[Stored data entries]
*** Begin section ***

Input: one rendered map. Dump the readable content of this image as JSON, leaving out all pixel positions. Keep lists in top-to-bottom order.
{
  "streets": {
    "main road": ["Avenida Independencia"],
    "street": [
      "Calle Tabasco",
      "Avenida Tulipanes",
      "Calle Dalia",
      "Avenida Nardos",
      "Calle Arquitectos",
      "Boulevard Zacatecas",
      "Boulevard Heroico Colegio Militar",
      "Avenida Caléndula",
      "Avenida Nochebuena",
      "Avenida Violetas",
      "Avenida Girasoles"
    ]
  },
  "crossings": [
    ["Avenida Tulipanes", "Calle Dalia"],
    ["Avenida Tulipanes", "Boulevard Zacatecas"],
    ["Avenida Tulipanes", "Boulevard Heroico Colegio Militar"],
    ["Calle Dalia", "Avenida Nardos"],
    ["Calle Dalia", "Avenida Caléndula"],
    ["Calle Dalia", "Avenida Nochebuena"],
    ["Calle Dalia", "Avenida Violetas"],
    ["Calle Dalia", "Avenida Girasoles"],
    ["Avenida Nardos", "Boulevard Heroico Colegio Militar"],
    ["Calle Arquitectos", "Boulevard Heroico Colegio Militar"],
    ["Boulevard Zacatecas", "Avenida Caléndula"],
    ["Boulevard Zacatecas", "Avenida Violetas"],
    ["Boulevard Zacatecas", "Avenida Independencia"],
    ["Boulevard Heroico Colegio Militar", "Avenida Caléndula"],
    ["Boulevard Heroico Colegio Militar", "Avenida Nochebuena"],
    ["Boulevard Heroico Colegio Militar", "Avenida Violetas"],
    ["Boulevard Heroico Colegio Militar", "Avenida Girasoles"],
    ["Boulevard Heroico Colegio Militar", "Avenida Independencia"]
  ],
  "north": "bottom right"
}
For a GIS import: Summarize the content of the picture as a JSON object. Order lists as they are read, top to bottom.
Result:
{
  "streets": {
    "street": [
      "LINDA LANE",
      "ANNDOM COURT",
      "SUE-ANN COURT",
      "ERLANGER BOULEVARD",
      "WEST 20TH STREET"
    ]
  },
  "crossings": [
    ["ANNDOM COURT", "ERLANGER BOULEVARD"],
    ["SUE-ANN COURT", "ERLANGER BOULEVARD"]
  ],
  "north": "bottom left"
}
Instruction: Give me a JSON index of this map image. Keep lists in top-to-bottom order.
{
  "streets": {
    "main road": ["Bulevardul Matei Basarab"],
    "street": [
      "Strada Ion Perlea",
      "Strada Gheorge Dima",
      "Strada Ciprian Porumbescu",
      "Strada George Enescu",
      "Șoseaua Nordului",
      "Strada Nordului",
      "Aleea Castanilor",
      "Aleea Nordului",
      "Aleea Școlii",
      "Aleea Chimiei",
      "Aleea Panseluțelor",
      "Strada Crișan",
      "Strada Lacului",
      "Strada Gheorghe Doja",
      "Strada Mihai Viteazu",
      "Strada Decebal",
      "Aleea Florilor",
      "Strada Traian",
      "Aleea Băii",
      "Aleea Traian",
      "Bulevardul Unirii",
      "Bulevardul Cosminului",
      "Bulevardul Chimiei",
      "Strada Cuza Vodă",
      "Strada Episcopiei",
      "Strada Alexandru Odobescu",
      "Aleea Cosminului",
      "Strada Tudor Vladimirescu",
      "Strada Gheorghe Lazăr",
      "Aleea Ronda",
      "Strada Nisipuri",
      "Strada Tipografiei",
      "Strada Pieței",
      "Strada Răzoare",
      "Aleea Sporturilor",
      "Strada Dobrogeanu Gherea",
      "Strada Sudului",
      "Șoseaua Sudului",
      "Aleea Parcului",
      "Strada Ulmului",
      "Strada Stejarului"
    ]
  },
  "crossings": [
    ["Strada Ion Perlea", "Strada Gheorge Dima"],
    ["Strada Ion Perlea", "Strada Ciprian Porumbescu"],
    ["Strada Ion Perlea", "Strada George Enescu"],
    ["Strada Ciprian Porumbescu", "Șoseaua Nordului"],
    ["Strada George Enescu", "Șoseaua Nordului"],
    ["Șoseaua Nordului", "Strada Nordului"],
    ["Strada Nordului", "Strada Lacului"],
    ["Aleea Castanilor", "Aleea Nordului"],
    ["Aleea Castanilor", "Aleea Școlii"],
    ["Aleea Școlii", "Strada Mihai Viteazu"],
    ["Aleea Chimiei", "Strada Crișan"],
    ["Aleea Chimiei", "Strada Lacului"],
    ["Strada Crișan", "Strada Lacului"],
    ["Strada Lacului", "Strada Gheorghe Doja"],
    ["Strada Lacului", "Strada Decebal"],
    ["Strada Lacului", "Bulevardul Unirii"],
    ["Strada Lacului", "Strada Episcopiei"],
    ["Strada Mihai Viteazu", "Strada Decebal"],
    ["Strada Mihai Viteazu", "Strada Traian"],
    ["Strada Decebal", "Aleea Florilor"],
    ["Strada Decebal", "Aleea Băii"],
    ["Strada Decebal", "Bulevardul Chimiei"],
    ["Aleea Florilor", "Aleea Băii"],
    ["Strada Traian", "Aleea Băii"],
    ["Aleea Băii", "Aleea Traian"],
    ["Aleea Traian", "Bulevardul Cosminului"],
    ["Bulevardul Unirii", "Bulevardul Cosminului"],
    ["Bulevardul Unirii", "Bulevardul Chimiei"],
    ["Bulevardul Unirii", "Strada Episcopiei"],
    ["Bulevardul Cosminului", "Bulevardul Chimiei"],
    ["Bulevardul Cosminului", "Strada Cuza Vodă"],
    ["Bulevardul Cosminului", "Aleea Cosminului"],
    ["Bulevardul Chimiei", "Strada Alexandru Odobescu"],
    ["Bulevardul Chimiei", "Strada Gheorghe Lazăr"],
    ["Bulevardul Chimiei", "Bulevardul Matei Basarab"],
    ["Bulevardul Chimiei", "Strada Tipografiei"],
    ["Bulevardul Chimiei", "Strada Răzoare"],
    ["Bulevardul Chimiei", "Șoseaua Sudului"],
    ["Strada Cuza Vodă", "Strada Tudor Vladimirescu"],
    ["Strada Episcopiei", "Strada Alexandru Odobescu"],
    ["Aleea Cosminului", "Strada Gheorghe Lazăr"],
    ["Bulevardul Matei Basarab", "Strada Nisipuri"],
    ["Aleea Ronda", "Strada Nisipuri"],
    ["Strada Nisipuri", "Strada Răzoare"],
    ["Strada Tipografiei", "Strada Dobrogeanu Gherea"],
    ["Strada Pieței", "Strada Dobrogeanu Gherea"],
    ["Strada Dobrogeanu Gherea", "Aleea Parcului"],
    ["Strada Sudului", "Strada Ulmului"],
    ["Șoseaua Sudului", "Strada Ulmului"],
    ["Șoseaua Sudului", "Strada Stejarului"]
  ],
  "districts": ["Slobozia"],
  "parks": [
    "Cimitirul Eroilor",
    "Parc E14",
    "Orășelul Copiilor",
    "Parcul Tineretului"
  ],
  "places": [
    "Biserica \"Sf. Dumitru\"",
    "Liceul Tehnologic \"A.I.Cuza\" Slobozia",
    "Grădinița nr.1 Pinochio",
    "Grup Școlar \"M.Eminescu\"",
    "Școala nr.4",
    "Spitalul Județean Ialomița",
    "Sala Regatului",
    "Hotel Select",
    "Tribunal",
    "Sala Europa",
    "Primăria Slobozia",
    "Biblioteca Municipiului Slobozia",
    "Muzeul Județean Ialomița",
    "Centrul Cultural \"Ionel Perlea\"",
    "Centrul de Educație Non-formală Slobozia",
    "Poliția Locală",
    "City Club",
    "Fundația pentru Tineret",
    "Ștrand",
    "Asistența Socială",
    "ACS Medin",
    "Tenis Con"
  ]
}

*** End section ***

> [Task statement] Among the entries, work out how many lines include the word "content". Answer with that number only.

> [Solved problem] 2